**RECORDS FOR THE EXERCISE**.
- - -

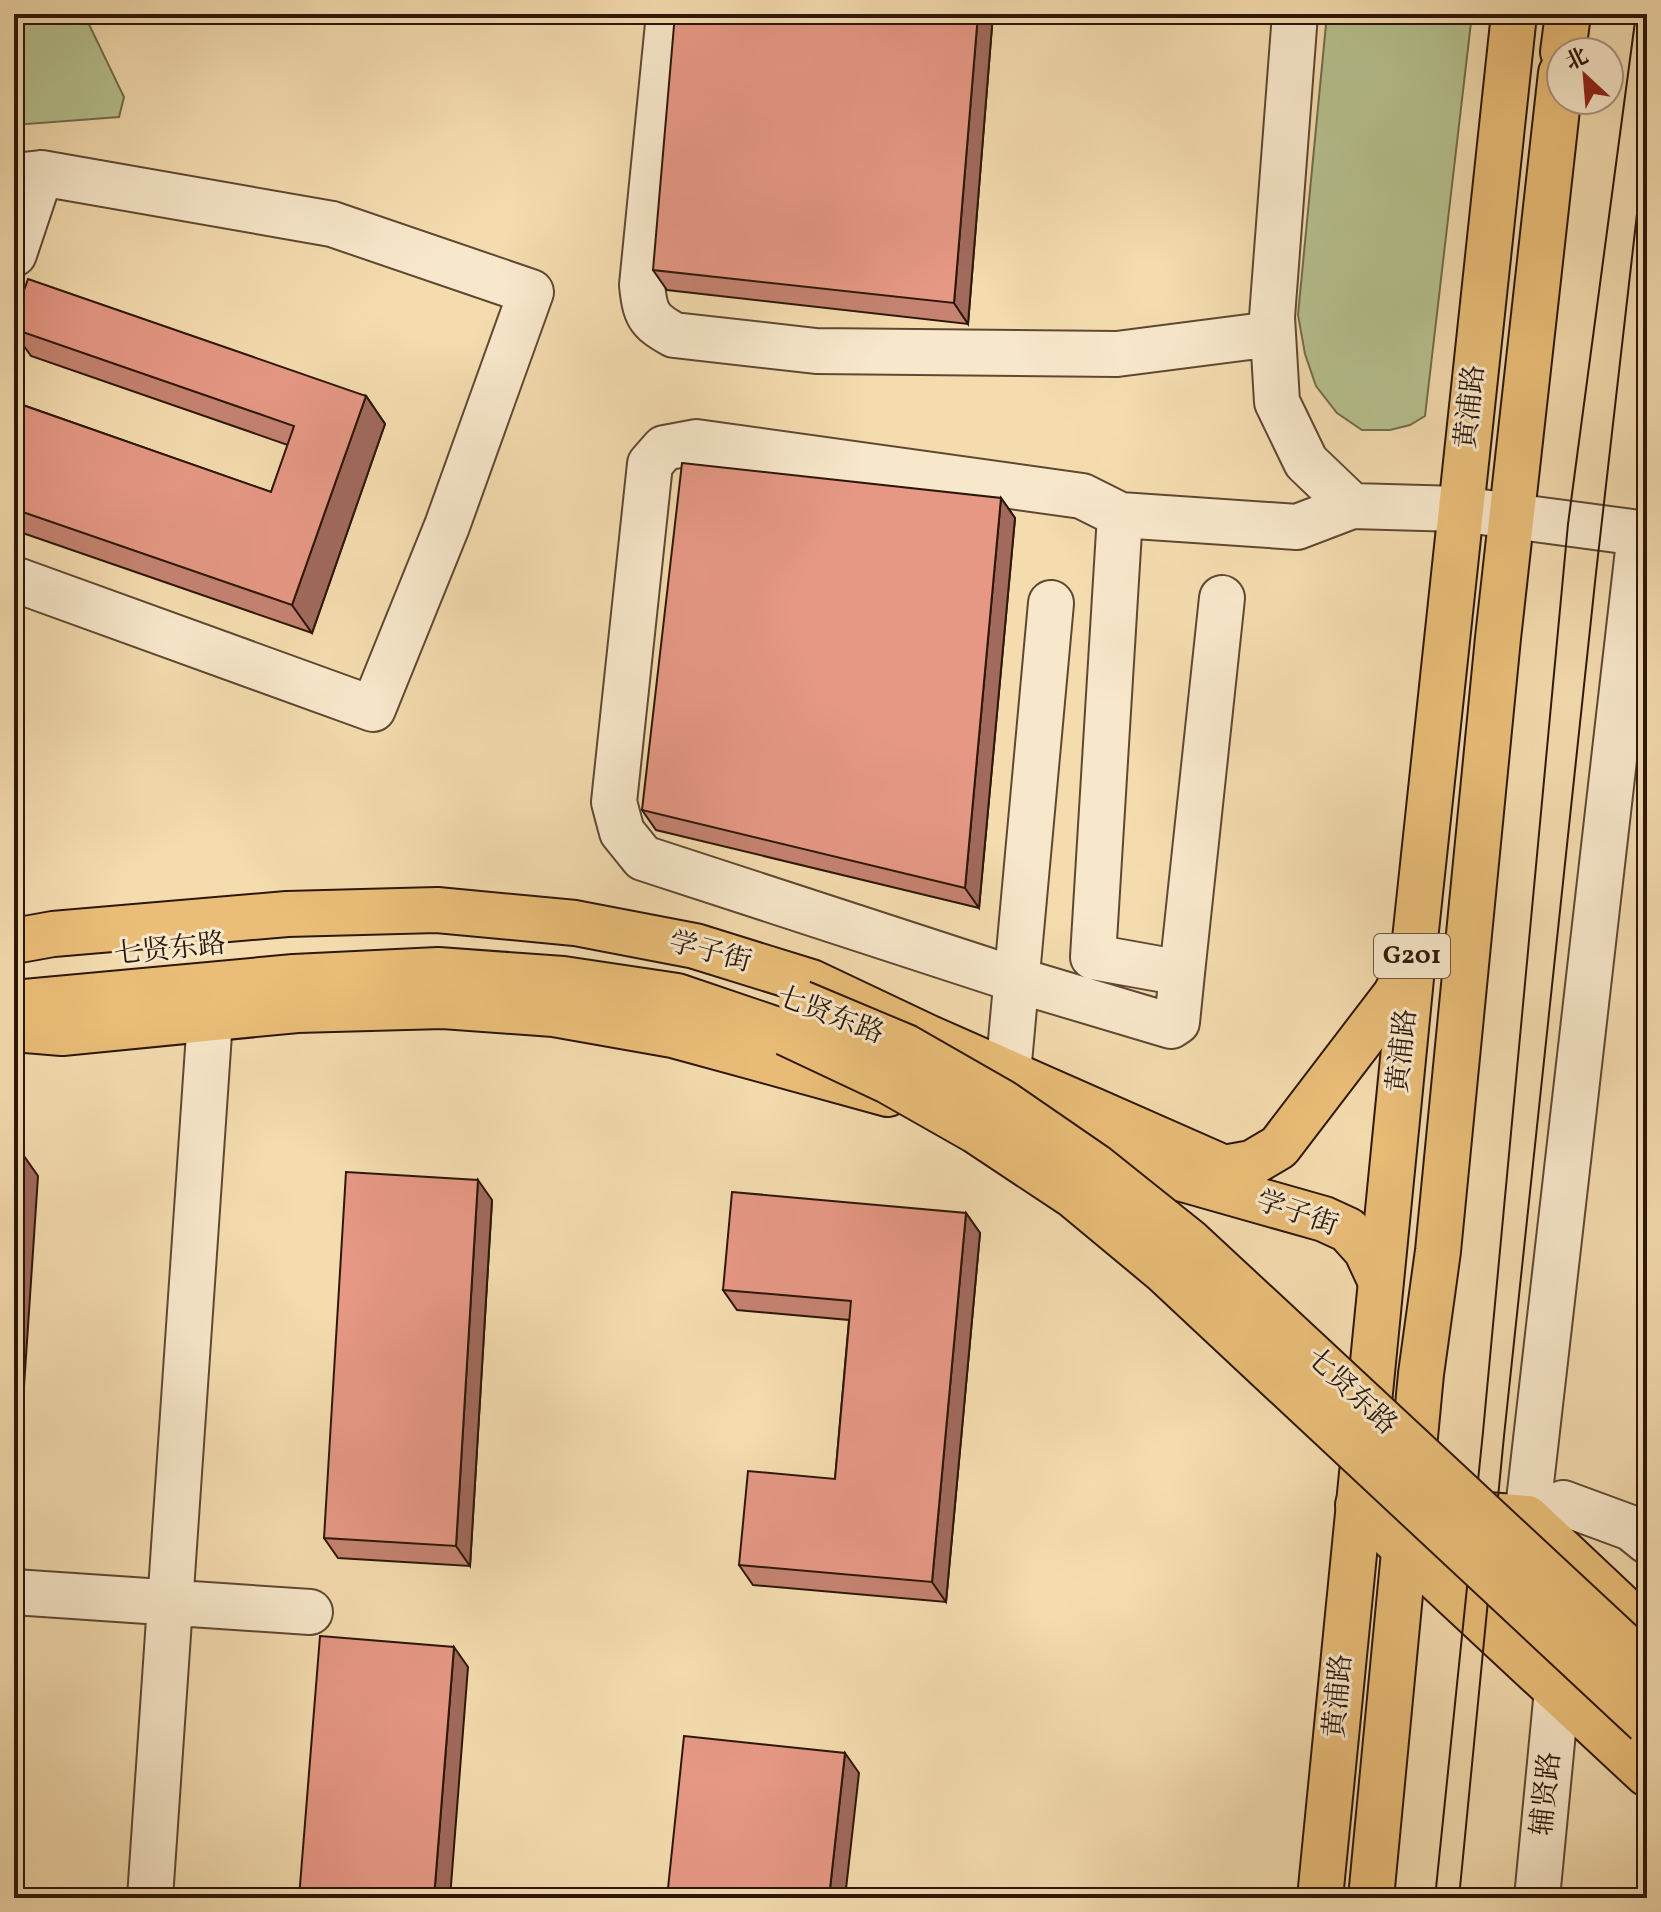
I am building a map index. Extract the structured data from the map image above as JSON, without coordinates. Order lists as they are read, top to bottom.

- - -

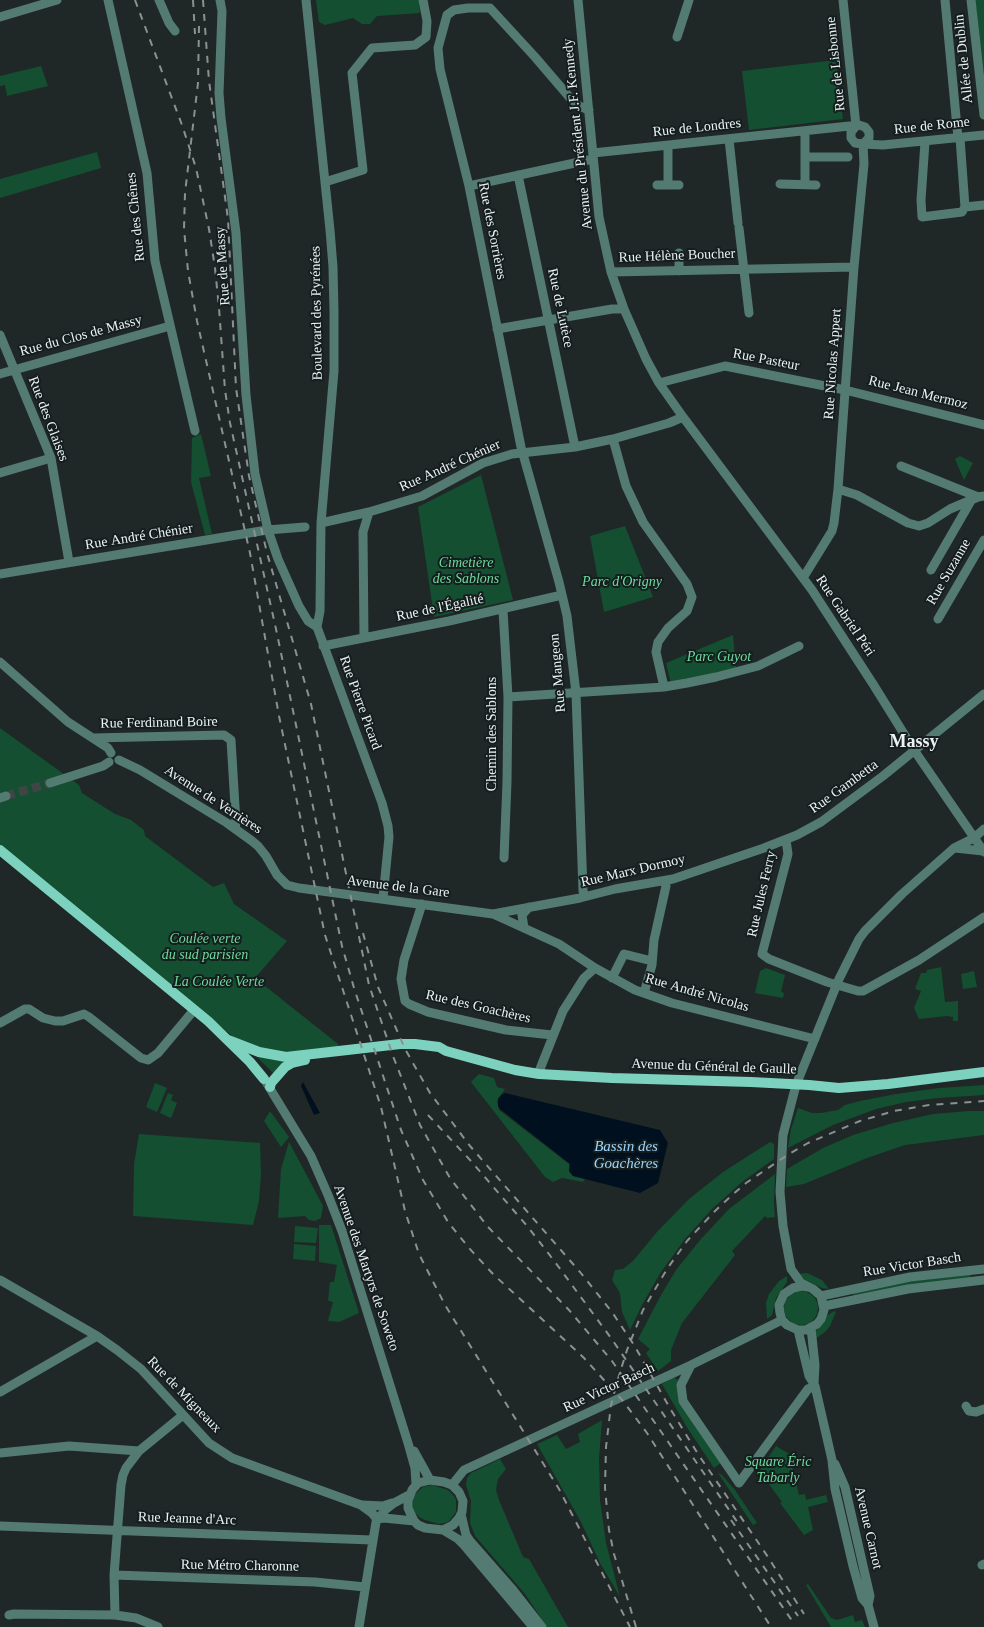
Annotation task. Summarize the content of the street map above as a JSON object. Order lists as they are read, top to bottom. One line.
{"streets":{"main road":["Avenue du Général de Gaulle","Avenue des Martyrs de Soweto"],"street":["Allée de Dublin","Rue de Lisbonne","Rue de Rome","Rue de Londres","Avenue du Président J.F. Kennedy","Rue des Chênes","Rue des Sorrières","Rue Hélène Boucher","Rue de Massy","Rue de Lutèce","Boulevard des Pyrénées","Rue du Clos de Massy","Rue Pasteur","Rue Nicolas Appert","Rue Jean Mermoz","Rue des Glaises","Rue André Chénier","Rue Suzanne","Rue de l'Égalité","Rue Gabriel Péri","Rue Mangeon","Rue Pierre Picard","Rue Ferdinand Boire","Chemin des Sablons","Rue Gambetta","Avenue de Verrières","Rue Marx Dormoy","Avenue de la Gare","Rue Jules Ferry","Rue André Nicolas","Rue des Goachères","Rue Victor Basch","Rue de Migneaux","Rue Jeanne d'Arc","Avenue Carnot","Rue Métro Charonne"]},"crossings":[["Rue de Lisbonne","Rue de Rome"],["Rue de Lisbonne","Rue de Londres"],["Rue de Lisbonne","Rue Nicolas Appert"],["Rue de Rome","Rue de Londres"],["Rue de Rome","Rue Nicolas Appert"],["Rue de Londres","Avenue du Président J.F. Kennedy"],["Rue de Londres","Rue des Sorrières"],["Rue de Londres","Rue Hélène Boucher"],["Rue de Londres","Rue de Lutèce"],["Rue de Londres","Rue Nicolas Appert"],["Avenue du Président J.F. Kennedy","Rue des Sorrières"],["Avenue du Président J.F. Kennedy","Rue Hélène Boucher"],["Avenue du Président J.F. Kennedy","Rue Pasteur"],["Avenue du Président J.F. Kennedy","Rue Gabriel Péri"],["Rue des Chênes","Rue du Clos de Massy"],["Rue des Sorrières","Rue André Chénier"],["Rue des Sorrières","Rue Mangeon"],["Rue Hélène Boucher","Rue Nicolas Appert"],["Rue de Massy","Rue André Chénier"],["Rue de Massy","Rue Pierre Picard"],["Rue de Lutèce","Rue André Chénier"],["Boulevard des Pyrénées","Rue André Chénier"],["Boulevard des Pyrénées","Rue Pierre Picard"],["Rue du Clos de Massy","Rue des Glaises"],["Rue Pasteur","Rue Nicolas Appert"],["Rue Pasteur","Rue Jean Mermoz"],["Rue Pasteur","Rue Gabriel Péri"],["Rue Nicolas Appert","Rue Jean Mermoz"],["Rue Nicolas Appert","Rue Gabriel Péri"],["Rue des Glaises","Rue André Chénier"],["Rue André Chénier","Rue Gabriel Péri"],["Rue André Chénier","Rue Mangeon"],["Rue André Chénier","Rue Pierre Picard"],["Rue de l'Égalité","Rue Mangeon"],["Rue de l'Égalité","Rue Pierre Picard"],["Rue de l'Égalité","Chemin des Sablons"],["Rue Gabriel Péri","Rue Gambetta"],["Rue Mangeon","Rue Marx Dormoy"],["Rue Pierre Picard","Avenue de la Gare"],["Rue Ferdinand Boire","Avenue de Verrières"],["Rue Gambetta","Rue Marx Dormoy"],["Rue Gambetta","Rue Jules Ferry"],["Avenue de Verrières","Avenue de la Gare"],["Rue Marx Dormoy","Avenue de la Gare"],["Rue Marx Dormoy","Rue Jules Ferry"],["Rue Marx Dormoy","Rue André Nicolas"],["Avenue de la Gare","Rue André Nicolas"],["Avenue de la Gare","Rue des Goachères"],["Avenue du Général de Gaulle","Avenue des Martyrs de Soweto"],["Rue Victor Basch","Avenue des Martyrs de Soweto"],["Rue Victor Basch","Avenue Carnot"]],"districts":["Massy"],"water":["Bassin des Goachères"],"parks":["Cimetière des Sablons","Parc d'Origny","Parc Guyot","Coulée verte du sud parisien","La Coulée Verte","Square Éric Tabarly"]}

- - -

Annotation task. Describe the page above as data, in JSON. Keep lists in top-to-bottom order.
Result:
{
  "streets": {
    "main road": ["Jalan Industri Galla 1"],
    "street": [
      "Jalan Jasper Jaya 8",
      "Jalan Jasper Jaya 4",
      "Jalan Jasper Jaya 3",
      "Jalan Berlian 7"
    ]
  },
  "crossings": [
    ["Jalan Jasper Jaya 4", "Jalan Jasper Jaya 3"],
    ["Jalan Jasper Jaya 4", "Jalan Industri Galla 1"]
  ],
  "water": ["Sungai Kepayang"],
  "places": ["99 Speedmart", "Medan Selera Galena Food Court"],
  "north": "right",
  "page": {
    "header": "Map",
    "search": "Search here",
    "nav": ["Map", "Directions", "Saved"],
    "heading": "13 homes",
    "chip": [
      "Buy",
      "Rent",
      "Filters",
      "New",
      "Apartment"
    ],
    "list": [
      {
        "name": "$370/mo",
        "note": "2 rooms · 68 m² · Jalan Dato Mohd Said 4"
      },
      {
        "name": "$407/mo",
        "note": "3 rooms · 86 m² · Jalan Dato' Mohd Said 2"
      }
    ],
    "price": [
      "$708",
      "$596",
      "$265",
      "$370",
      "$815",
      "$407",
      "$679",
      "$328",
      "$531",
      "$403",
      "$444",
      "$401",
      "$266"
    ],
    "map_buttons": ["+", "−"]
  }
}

- - -

**WHAT IS BEING ASKED**. In the entries above, find lines with "data" and copy each.

**WRITTEN SOLUTION**.
I am building a map index. Extract the structured data from the map image above as JSON, without coordinates. Order lists as they are read, top to bottom.
Annotation task. Describe the page above as data, in JSON. Keep lists in top-to-bottom order.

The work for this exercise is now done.